At the time, he found himself holding court to a motley assortment of flawed characters from the porch of his cracker box house in a beatdown enclave of Florida. There together, Butch and his host of has-beens and never-was-beens sucked down salvation from a bottle.
Today, things are a little crisper for Butch, but the memories remain, and he shares stories and vignettes from those lost days via a series of singles which will eventually be bundled together as an EP. The first single in this series will be the hilariously impressionistic, vaudevillian pop-rock tune “Left to my own Devices,” out this September.
The Butch Reynolds’ oeuvre coincidently conjures the sophisticated pop-rock of Butch Walker and the cartoon cowboy machismo of Burt Reynolds in his Smokey and the Bandit prime. The songs were written in a fevered five-year stretch where Butch found himself playing shows to blue hairs eating grouper sandwiches during the day, and rowdy vacationers at night. In small moments of clarity, he would inventory his time hobnobbing with these characters, often hitting inspiration in the morning with potent coffee and investigative work on his acoustic where he discovered fresh chord sequences and mouthed placeholder words.
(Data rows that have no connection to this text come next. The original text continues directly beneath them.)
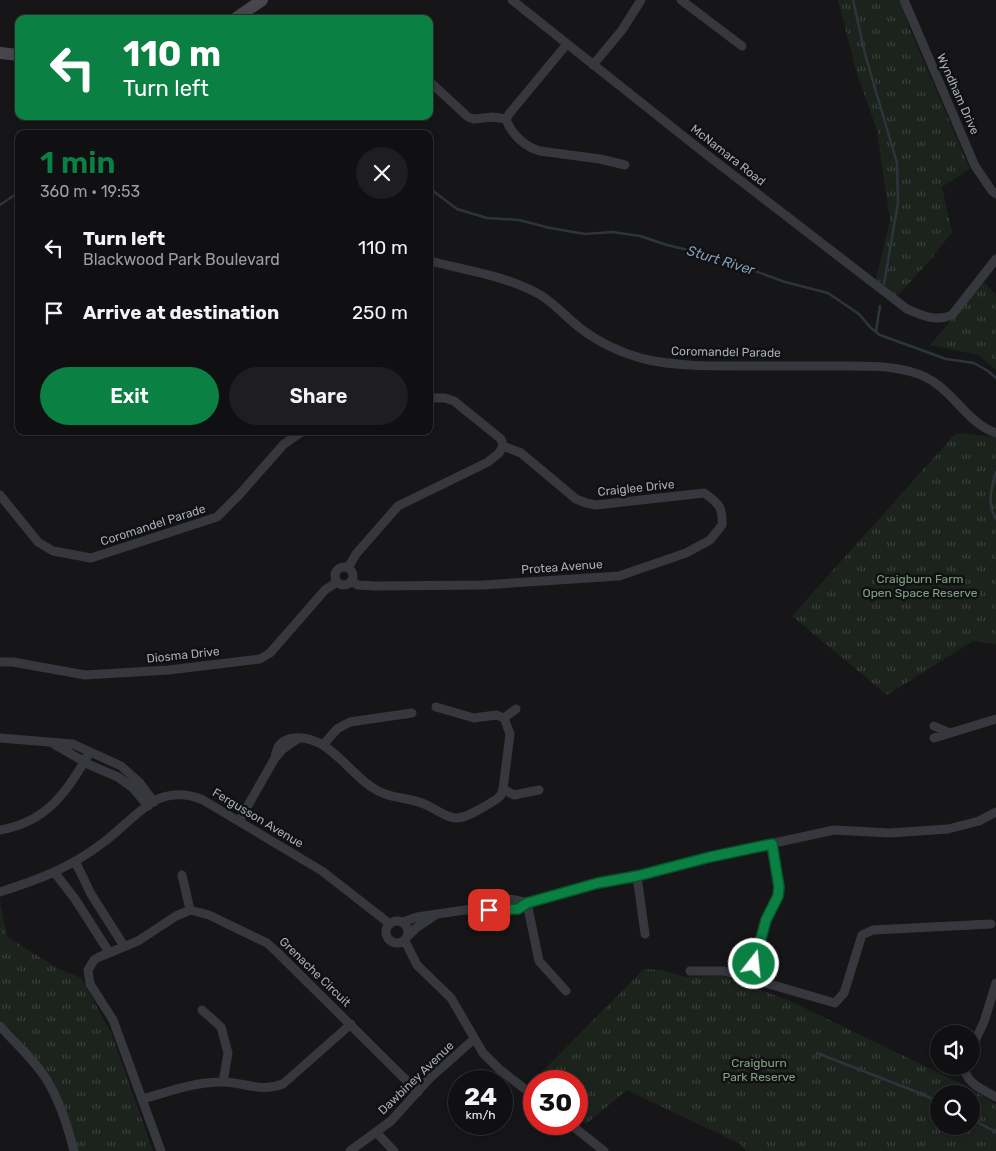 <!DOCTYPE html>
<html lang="en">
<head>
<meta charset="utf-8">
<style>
  body { margin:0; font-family:Rubik,sans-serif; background:#1e1e20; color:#f1f3f6; height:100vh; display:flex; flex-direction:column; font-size:19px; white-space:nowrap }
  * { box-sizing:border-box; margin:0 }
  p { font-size:16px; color:#9c9d9f }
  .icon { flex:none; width:28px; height:28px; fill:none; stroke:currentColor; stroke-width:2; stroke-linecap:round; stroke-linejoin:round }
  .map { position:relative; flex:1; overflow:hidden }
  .drawer { position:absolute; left:15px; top:130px; width:418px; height:305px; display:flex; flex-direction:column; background:#101012; border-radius:10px; box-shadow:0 2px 8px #0003,0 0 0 1px #303032 }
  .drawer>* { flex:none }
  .guide { position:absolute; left:15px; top:15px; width:418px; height:105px; border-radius:10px; box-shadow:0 2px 8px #0003,0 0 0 1px #303032; background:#0b8043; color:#fff; overflow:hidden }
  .fabs { position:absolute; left:930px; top:1025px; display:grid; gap:10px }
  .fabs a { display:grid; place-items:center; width:50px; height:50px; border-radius:50%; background:#101012; box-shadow:0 2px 8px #0003,0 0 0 1px #303032; font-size:25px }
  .speed { position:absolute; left:448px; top:1070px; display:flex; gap:10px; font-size:25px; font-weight:700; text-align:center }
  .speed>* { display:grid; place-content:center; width:65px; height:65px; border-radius:50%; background:#101012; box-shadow:0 2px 8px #0003,0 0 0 1px #303032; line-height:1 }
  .speed small { font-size:12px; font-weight:400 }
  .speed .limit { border:8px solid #d22; background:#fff; color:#111 }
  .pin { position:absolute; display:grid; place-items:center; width:42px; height:42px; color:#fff; margin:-21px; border-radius:10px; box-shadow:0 2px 8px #0006 }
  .me { position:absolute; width:55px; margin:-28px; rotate:16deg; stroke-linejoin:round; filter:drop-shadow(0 0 4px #0008) }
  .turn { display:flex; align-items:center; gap:18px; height:105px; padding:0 25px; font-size:22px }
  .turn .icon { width:65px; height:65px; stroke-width:2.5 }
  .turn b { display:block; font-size:35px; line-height:42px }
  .round { display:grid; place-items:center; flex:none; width:52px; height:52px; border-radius:26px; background:#1e1e20 }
  .overview { display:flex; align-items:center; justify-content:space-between; height:85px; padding:0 25px }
  h1 { font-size:30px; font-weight:600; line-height:38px; color:#0b8043 }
  .action { display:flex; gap:10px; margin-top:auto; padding:10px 25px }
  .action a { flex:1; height:58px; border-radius:30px; background:#0b8043; color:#fff; font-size:20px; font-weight:600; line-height:58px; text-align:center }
  .action a+a { background:#1e1e20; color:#f1f3f6 }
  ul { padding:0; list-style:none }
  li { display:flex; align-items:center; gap:15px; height:65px; padding:0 25px }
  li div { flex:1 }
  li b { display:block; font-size:19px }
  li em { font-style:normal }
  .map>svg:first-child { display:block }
  .park { fill:url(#park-tufts); fill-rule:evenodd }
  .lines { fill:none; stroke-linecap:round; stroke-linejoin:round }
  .stream { stroke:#2c353c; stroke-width:2.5 }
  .minor { stroke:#37383d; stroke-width:9 }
  .secondary { stroke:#45474d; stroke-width:12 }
  .route-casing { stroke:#07532c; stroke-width:12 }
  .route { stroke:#0b8043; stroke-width:9 }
  .labels { text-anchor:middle; stroke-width:5; stroke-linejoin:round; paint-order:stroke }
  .street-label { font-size:12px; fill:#a8adb8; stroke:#111113 }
  .park-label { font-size:12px; fill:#7fa381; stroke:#111113 }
  .water-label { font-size:14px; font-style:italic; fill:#7f9bb3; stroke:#111113 }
</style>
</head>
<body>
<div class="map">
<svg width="996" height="1151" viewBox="0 0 996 1151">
  <defs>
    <pattern id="park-tufts" width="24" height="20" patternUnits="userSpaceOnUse" patternTransform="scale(1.25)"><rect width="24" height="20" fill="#1c231d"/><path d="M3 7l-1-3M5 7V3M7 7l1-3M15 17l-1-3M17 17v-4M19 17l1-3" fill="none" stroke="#3a403c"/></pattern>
  </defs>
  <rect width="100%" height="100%" fill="#161618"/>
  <path class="park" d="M838 0H901L909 27 970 169 942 187 952 232 932 258 897 296 876 279 890 221 877 130 857 74Z
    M984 282 996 295V370L978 355 930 345Z
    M956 433 996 437V644L973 641 887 695 792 616Z
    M0 902 7 937 59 969 81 978 111 1032 153 1151H78L44 1069 12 1031 0 1020Z
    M644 969 663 970 685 977 723 976 790 1001 964 1085 996 1104V1151H746L740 1144 627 1090 586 1124 576 1117V1081H534V1085L531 1083ZM939 1094H971V1126H939Z"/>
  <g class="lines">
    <path class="stream" d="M853 0 865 54 897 163 898 203 884 284
      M429 188 457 209 487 218 519 220 550 228 585 234 612 232 640 236 667 245 717 257 785 282 828 293 859 314 871 328 880 335 946 359 974 363 988 371 996 378
      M0 205 19 192
      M876 331 880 306
      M996 472C991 488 987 504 996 519
      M817 1053 922 1094 939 1102
      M971 1119 996 1132"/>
    <path class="minor" d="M512 0 702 151 907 309C923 316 936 322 952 315L996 259
      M681 0 742 46
      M904 0 975 166 992 191 996 194
      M567 44 509 114 506 119C511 134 525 147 540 151L600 159 625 165
      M593 65 622 30 641 0
      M429 81 468 117 474 119 493 117 506 119
      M429 262H434C470 271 510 277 542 296 556 305 567 318 580 328 598 342 622 353 644 359 675 366 707 366 738 366 771 366 804 366 837 366 862 366 888 365 912 372 951 382 963 422 996 433
      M429 398H445L454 401 501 439 503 446
      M0 495 38 542 53 551 91 558 217 517 239 495 284 444 303 431
      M335 576a9 9 0 1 1 18 0a9 9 0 1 1-18 0Z
      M348 568 356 554 398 506 488 462 499 453 503 446
      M351 581 358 585 375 586 483 585 619 576 686 553 710 540 722 525C723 508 719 503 704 493L596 505 586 503 576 499 521 453 503 446
      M0 662H13L85 675 169 670 260 659 270 653 325 590 337 582
      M504 718 516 709
      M934 726 950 733
      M0 738 73 744 121 766 139 782 154 802
      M934 738 996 719
      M52 743 90 765 118 777 133 788 148 806
      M323 745 337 729 350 722 412 713
      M275 758C277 745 281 740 294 738 327 735 346 769 370 786 389 800 405 796 424 804 435 808 444 817 455 818 466 819 487 805 497 799L501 795 503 789 510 734 504 718 496 715 474 718 436 707
      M503 789 514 795 539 790
      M239 821 275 758 283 749 296 740
      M0 830C48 822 67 791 90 752
      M75 861 91 894 124 946
      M55 873 75 899 109 952
      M182 875 190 910
      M637 876 645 934
      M0 892C40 879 70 868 104 842 120 830 140 808 158 799 173 793 189 794 203 800L322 871 390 924
      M527 903 539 961 566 991
      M479 908C496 897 508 897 527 903
      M386 932a11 11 0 1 1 22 0a11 11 0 1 1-22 0Z
      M403 922 417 917 479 908 503 910 518 909 527 903 598 883 637 876 710 857 834 830 890 833 948 829 979 821 996 812
      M408 936 416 928 434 916
      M405 941 417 965 451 998 483 1053 499 1069 534 1096
      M690 971H724L835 1003 844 993 862 935 873 930 991 924
      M750 979 766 920 778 897 779 887 772 844
      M202 1010 221 1027 228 1053 223 1082
      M0 1026C16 1044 36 1061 48 1082 61 1104 68 1127 74 1151
      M971 1049 984 1022 996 983
      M964 1066C966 1084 982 1089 996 1097
      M143 1099C170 1091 194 1082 222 1082 246 1082 259 1093 283 1084L351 1024
      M570 1124 604 1151
      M376 1132 394 1151
      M161 1151 113 1020 90 984 88 970 94 960 99 957 138 941 176 916 190 910 209 915 267 943 277 952 418 1092
      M350 1151 391 1121 429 1079 474 1039"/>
    <path class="secondary" d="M235 19 262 0
      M0 53 19 55"/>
  </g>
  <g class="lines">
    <g class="route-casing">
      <path id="route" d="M489 910 518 909 527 903 598 883 637 876 710 857 772 844 779 887 778 896 766 920 754 964"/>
    </g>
    <use href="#route" class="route"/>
  </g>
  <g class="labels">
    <g class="street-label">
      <text transform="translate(958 94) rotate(66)" y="4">Wyndham Drive</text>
      <text transform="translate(728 155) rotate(38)" y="4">McNamara Road</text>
      <text transform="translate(726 352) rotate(1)" y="4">Coromandel Parade</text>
      <text transform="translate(636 488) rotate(-6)" y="4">Craiglee Drive</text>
      <text transform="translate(153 525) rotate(-18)" y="4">Coromandel Parade</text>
      <text transform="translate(562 567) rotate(-4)" y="4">Protea Avenue</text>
      <text transform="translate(183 655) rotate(-6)" y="4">Diosma Drive</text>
      <text transform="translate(258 818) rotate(31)" y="4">Fergusson Avenue</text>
      <text transform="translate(315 972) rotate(44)" y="4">Grenache Circuit</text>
      <text transform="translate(416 1078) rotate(-44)" y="4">Dawbiney Avenue</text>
    </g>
    <g class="park-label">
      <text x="920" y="583">Craigburn Farm<tspan x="920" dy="14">Open Space Reserve</tspan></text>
      <text x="759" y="1067">Craigburn<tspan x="759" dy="14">Park Reserve</tspan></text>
    </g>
    <g class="water-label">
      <text transform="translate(721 260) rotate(17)" y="5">Sturt River</text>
    </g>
  </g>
</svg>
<div class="fabs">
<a><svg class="icon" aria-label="sound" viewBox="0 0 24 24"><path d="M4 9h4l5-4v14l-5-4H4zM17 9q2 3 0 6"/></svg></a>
<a><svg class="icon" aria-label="search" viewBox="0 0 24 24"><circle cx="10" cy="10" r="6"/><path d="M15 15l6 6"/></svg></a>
</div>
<div class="speed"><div>24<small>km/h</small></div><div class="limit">30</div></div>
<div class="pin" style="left:489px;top:910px;background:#d93025"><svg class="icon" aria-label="arrive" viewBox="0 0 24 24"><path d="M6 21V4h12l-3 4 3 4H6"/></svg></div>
<svg class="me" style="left:754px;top:964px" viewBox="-20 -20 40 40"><circle r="17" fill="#0b8043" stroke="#fff" stroke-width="3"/><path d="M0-11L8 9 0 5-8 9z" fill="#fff"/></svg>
<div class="guide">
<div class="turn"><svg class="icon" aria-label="left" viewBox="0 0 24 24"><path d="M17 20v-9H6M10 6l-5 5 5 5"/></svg><div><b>110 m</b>Turn left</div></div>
</div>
<section class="drawer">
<div class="overview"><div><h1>1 min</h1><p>360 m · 19:53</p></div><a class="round"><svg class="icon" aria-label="close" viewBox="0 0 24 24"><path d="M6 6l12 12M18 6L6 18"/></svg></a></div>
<ul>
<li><svg class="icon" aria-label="left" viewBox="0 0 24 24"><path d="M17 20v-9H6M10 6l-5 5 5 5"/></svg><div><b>Turn left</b><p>Blackwood Park Boulevard</p></div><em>110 m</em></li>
<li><svg class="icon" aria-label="arrive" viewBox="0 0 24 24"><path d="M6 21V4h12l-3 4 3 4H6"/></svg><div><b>Arrive at destination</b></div><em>250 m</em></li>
</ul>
<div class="action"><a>Exit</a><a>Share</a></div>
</section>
</div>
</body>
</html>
Butch’s distinct Americana perspective has been inspired by such eclectic influences as Elvis Costello, cult songwriter icon Steve Forbert, Squeeze, Men at Work, The Police, David Lee Roth, Joe Jackson, Beck, and John McCrea, among others.
Butch’s first single, “Left to My Own Devices,” melds barbed witted lyrics with late 1970s/early 1980s power-pop. This single might be the scene-setting centerpiece of this fertile and f#@$-ed up time in Florida. Here, Butch sings unapologetically:Left to my own devices/I’ll be camped out on the kitchen floor/Doing the late show with liquid disguises/Appearing nightly from 10 to 4.“That song is about my tendency to get myself into trouble with booze and make bad decisions—it captures a time when everything was hitting hard, I was stumbling around, but I wasn’t ready to be done,” he shares. The single’s B-side “Candy Victory” is a dip into slinky Steely Dan jazz-pop territory, replete with an imaginative arrangement, complex chord sequences, and pristine R&B-tinged backup vocals.
Other standouts in this current Butch Reynolds’ catalog include “Burden” and “Nashville October.” “Burden” boasts silky Curtis Mayfield and Jimi Hendrix guitar moves, soul-infused indie rock crooning, and uplifting lyrics. On “Nashville October” Butch salutes his current hometown with twangy country guitars and a freewheeling hippie jam spirit. Butch’s tunes were tracked in Nashville at Direct Image Studios by award-winning producer Kenny Royster, and the tracks feature a host of hotshot musicians, including Butch’s old buddy bassist Chip Adams, East Nashville drummer John Vaughn, backing vocals by Louisville’s own Andi Ramser and some fantastic appearances by two Nashville legends; pianist/keyboardist Michael Rojas (Stevie Nicks, Aaron Lewis, Kenny Chesney) and fiddler Larry Franklin (Kacey Musgraves, Vince Gill, Willie Nelson).